[Stored data]
BEGIN

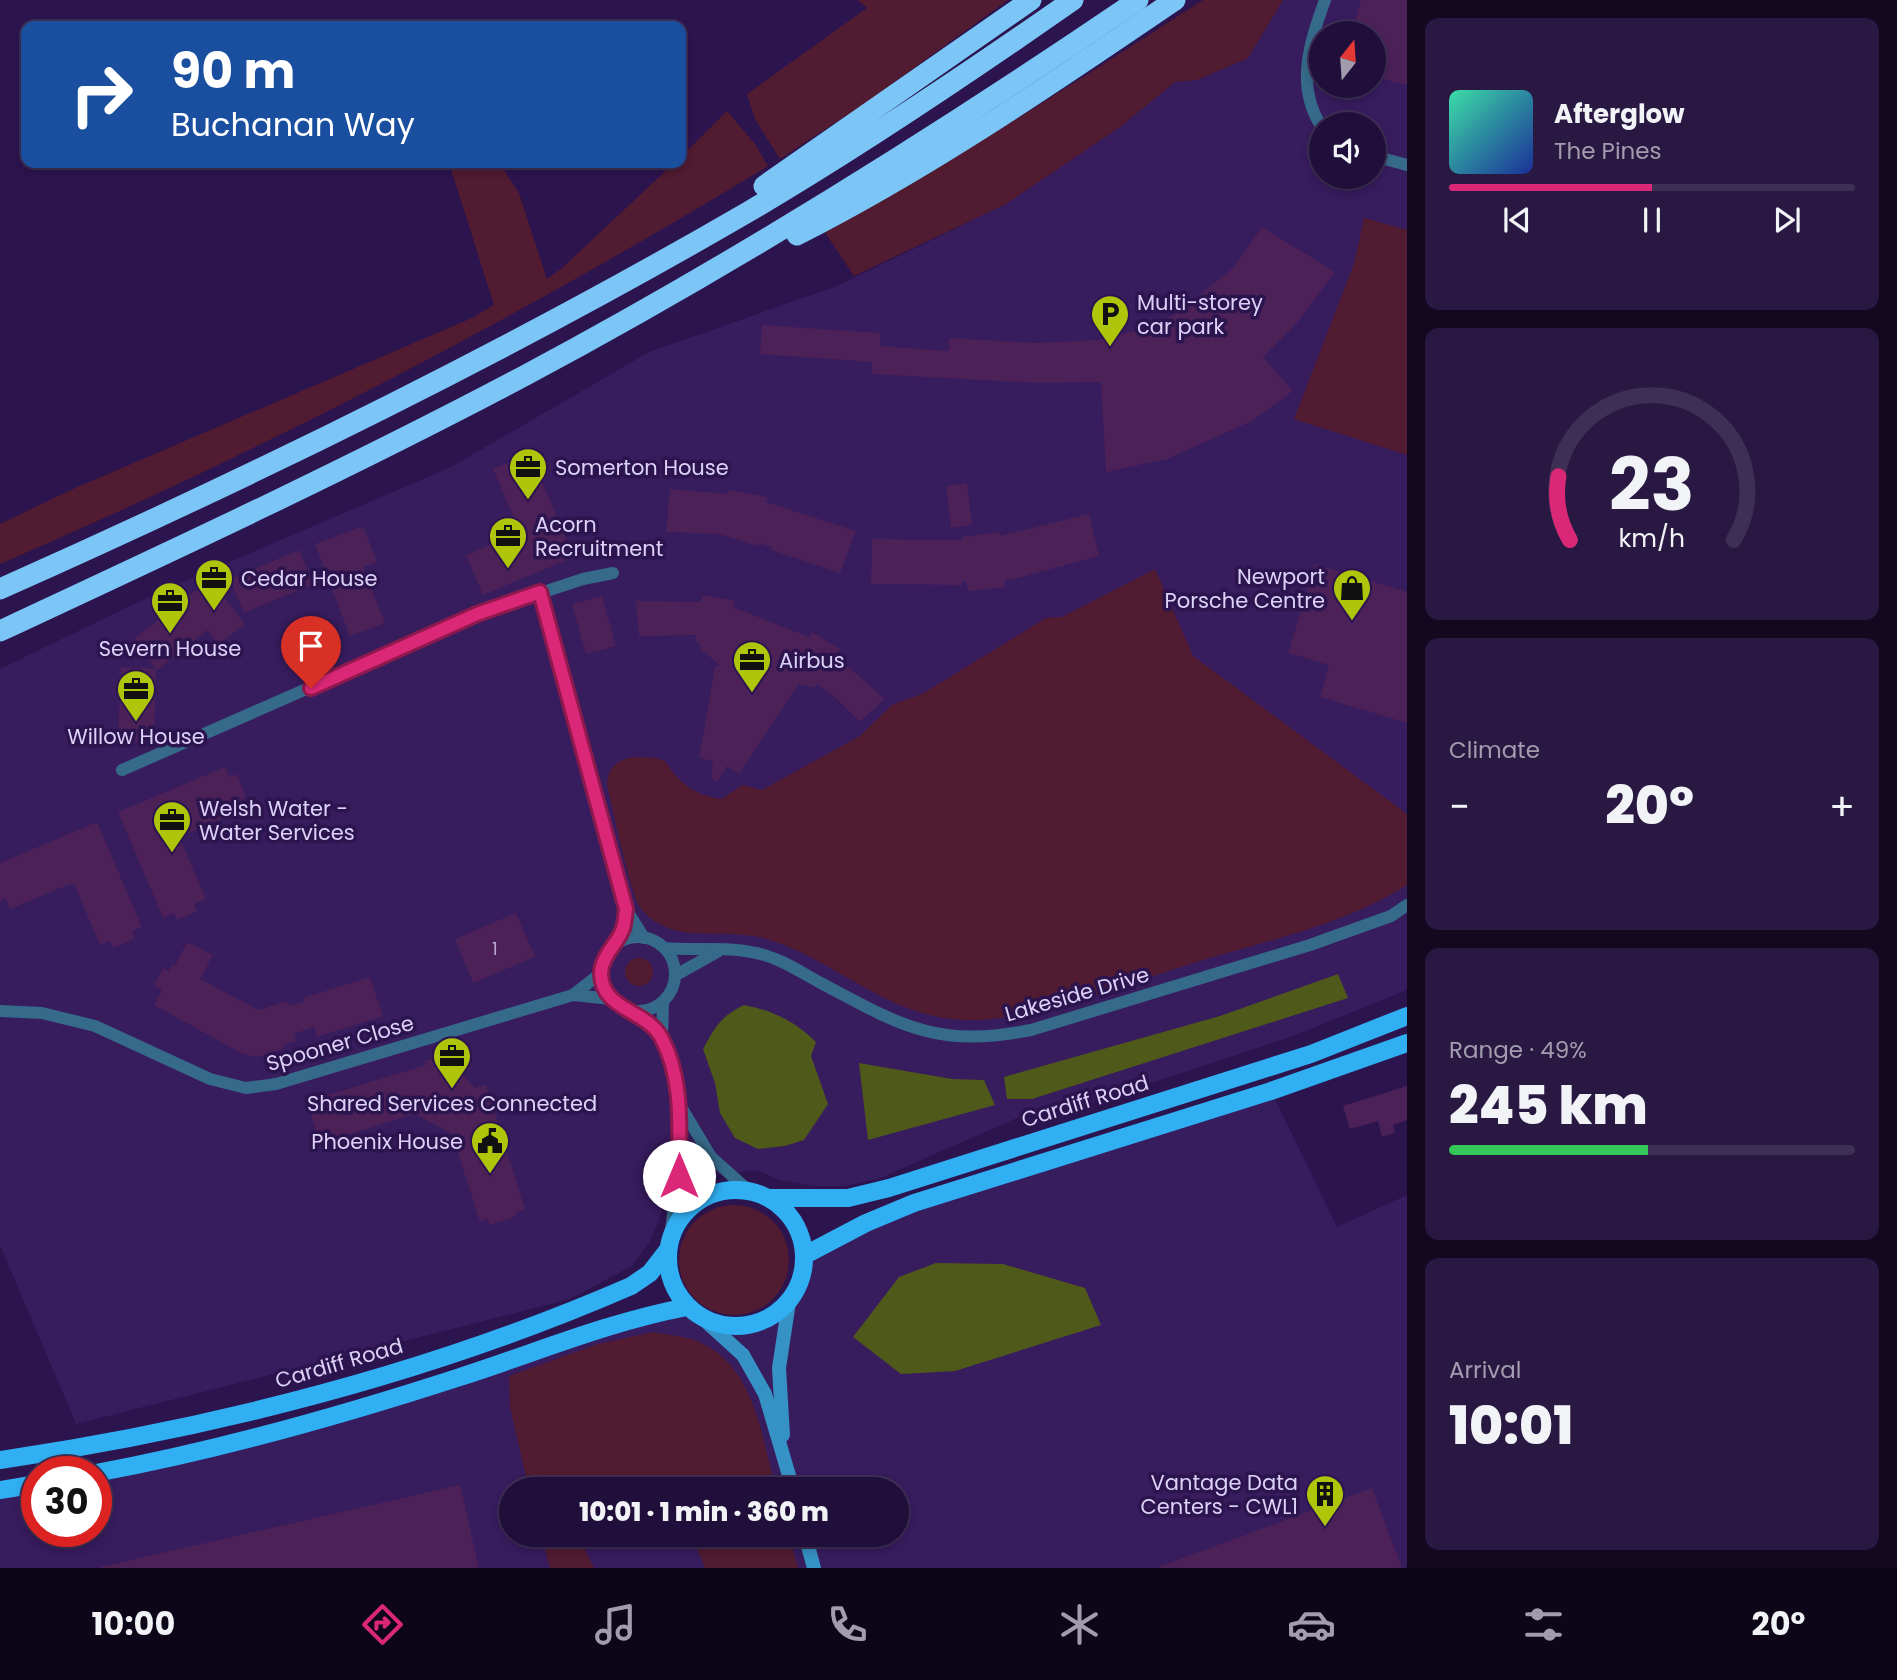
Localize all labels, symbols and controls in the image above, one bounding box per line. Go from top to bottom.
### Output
north arrow [1309,21,1386,98]
map controls [1309,21,1386,189]
text: 90 m [171,37,295,105]
icon: right [56,49,147,140]
text: Afterglow [1554,96,1685,132]
text: Buchanan Way [171,102,415,147]
button: sound [1309,112,1386,189]
text: The Pines [1554,135,1662,167]
icon: previous [1498,201,1536,239]
icon: pause [1633,201,1671,239]
icon: next [1768,201,1806,239]
place label: Multi-storey car park [1137,288,1263,341]
parking icon: Multi-storey car park [1089,293,1131,348]
text: 23 [1609,434,1695,535]
office icon: Somerton House [507,446,549,501]
place label: Somerton House [555,453,729,482]
place label: Acorn Recruitment [535,510,663,563]
office icon: Acorn Recruitment [487,515,529,570]
text: km/h [1619,521,1685,556]
office icon: Cedar House [193,557,235,612]
place label: Newport Porsche Centre [1165,562,1325,615]
place label: Cedar House [241,564,377,593]
shop icon: Newport Porsche Centre [1331,567,1373,622]
office icon: Severn House [149,580,191,635]
pin [281,616,341,688]
icon: arrive [292,627,330,665]
place label: Severn House [99,634,241,663]
office icon: Airbus [731,639,773,694]
place label: Airbus [779,646,845,675]
office icon: Willow House [115,668,157,723]
place label: Willow House [67,722,205,751]
text: Climate [1449,734,1540,766]
text: 20° [1605,769,1694,842]
text: − [1449,780,1470,833]
text: + [1829,780,1855,833]
place label: Welsh Water - Water Services [199,794,355,847]
office icon: Welsh Water - Water Services [151,799,193,854]
house number: 1 [492,936,498,961]
street label: Lakeside Drive [1002,960,1152,1028]
street label: Spooner Close [263,1008,417,1078]
text: Range · 49% [1449,1034,1587,1066]
office icon: Shared Services Connected [431,1035,473,1090]
street label: Cardiff Road [1018,1068,1152,1134]
text: 245 km [1449,1069,1648,1142]
place label: Shared Services Connected [307,1089,597,1118]
public building icon: Phoenix House [469,1120,511,1175]
place label: Phoenix House [311,1127,463,1156]
position arrow [642,1139,716,1213]
street label: Cardiff Road [272,1331,406,1395]
text: Arrival [1449,1354,1521,1386]
text: 10:01 [1449,1389,1573,1462]
speed limit sign: 30 [21,1456,112,1547]
place label: Vantage Data Centers - CWL1 [1141,1468,1298,1521]
building icon: Vantage Data Centers - CWL1 [1304,1473,1346,1528]
text: 10:01 · 1 min · 360 m [579,1494,829,1530]
icon: directions [358,1600,407,1649]
icon: music [591,1600,640,1649]
icon: phone [823,1600,872,1649]
icon: climate [1055,1600,1104,1649]
icon: car [1287,1600,1336,1649]
icon: filters [1519,1600,1568,1649]
text: 10:00 [92,1601,175,1646]
text: 20° [1751,1601,1805,1646]

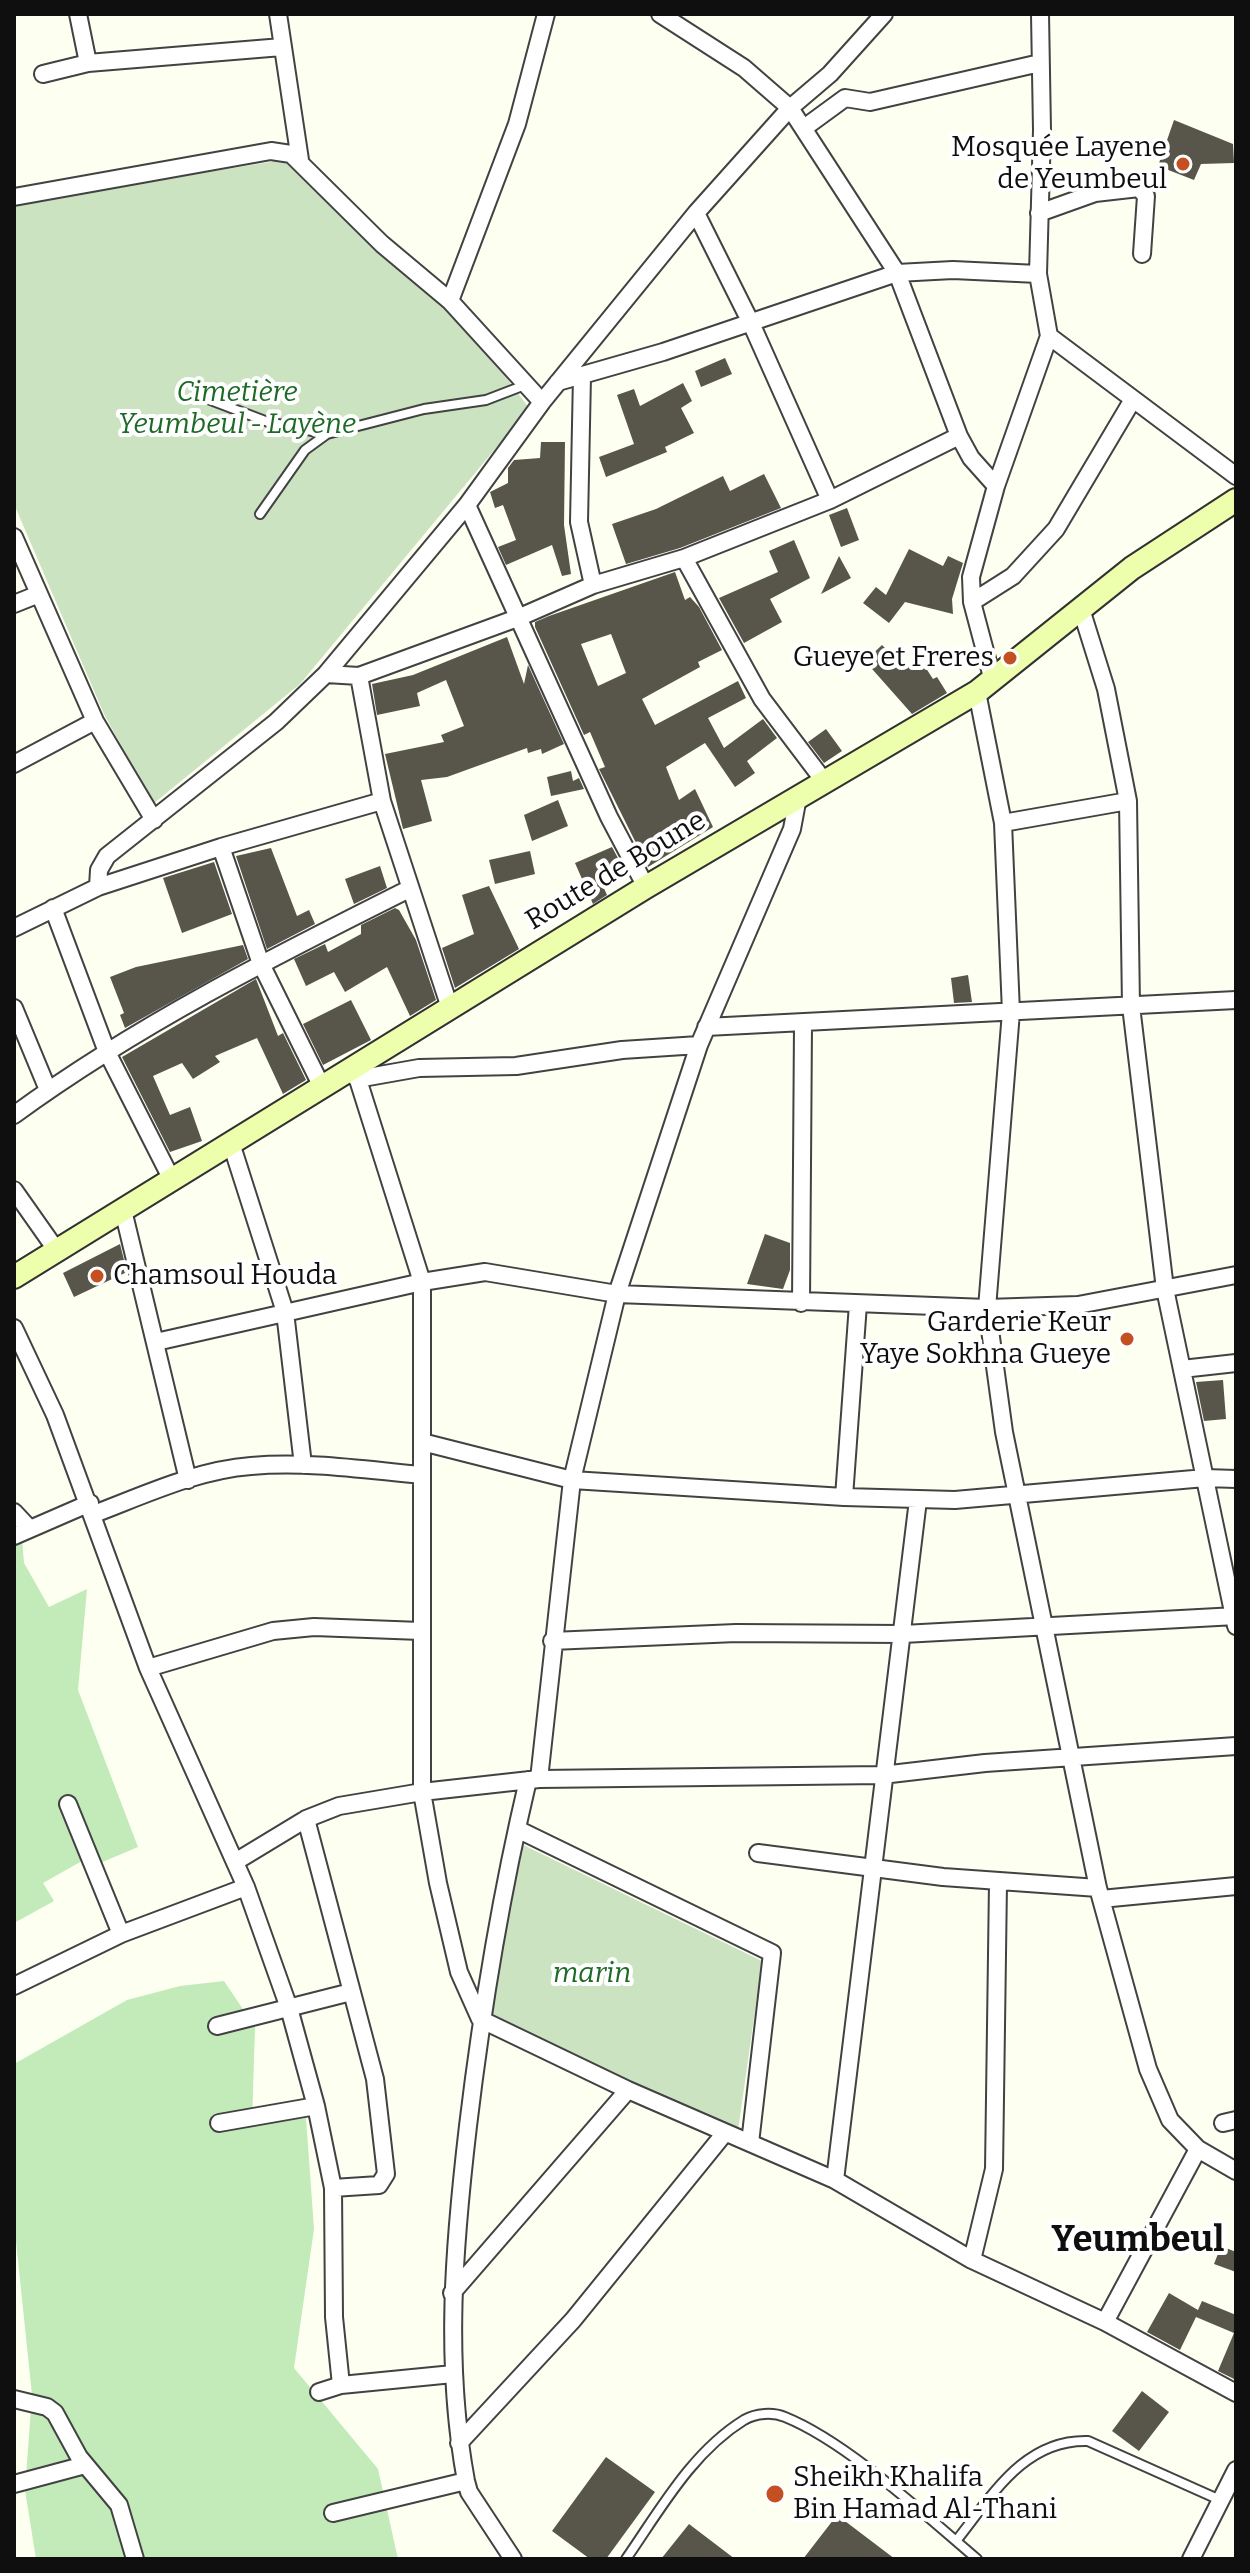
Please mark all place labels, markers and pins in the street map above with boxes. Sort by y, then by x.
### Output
place label: Mosquée Layene de Yeumbeul [951,131,1167,197]
marker: Mosquée Layene de Yeumbeul [1174,155,1192,173]
place label: Gueye et Freres [793,641,994,675]
marker: Gueye et Freres [1001,649,1019,667]
place label: Chamsoul Houda [113,1259,337,1293]
marker: Chamsoul Houda [88,1267,106,1285]
place label: Garderie Keur Yaye Sokhna Gueye [860,1306,1111,1372]
marker: Garderie Keur Yaye Sokhna Gueye [1118,1330,1136,1348]
place label: Sheikh Khalifa Bin Hamad Al-Thani [793,2461,1057,2527]
marker: Sheikh Khalifa Bin Hamad Al-Thani [764,2483,786,2505]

END

• [Required work] Could you set down the records above word for word, without any of the pictures?

• [Finished exercise]
Localize all labels, symbols and controls in the image above, one bounding box per line. Go from top to bottom.
### Output
north arrow [1309,21,1386,98]
map controls [1309,21,1386,189]
text: 90 m [171,37,295,105]
icon: right [56,49,147,140]
text: Afterglow [1554,96,1685,132]
text: Buchanan Way [171,102,415,147]
button: sound [1309,112,1386,189]
text: The Pines [1554,135,1662,167]
icon: previous [1498,201,1536,239]
icon: pause [1633,201,1671,239]
icon: next [1768,201,1806,239]
place label: Multi-storey car park [1137,288,1263,341]
parking icon: Multi-storey car park [1089,293,1131,348]
text: 23 [1609,434,1695,535]
office icon: Somerton House [507,446,549,501]
place label: Somerton House [555,453,729,482]
place label: Acorn Recruitment [535,510,663,563]
office icon: Acorn Recruitment [487,515,529,570]
text: km/h [1619,521,1685,556]
office icon: Cedar House [193,557,235,612]
place label: Newport Porsche Centre [1165,562,1325,615]
place label: Cedar House [241,564,377,593]
shop icon: Newport Porsche Centre [1331,567,1373,622]
office icon: Severn House [149,580,191,635]
pin [281,616,341,688]
icon: arrive [292,627,330,665]
place label: Severn House [99,634,241,663]
office icon: Airbus [731,639,773,694]
place label: Airbus [779,646,845,675]
office icon: Willow House [115,668,157,723]
place label: Willow House [67,722,205,751]
text: Climate [1449,734,1540,766]
text: 20° [1605,769,1694,842]
text: − [1449,780,1470,833]
text: + [1829,780,1855,833]
place label: Welsh Water - Water Services [199,794,355,847]
office icon: Welsh Water - Water Services [151,799,193,854]
house number: 1 [492,936,498,961]
street label: Lakeside Drive [1002,960,1152,1028]
street label: Spooner Close [263,1008,417,1078]
text: Range · 49% [1449,1034,1587,1066]
office icon: Shared Services Connected [431,1035,473,1090]
street label: Cardiff Road [1018,1068,1152,1134]
text: 245 km [1449,1069,1648,1142]
place label: Shared Services Connected [307,1089,597,1118]
public building icon: Phoenix House [469,1120,511,1175]
place label: Phoenix House [311,1127,463,1156]
position arrow [642,1139,716,1213]
street label: Cardiff Road [272,1331,406,1395]
text: Arrival [1449,1354,1521,1386]
text: 10:01 [1449,1389,1573,1462]
speed limit sign: 30 [21,1456,112,1547]
place label: Vantage Data Centers - CWL1 [1141,1468,1298,1521]
building icon: Vantage Data Centers - CWL1 [1304,1473,1346,1528]
text: 10:01 · 1 min · 360 m [579,1494,829,1530]
icon: directions [358,1600,407,1649]
icon: music [591,1600,640,1649]
icon: phone [823,1600,872,1649]
icon: climate [1055,1600,1104,1649]
icon: car [1287,1600,1336,1649]
icon: filters [1519,1600,1568,1649]
text: 10:00 [92,1601,175,1646]
text: 20° [1751,1601,1805,1646]

Please mark all place labels, markers and pins in the street map above with boxes. Sort by y, then by x.
### Output
place label: Mosquée Layene de Yeumbeul [951,131,1167,197]
marker: Mosquée Layene de Yeumbeul [1174,155,1192,173]
place label: Gueye et Freres [793,641,994,675]
marker: Gueye et Freres [1001,649,1019,667]
place label: Chamsoul Houda [113,1259,337,1293]
marker: Chamsoul Houda [88,1267,106,1285]
place label: Garderie Keur Yaye Sokhna Gueye [860,1306,1111,1372]
marker: Garderie Keur Yaye Sokhna Gueye [1118,1330,1136,1348]
place label: Sheikh Khalifa Bin Hamad Al-Thani [793,2461,1057,2527]
marker: Sheikh Khalifa Bin Hamad Al-Thani [764,2483,786,2505]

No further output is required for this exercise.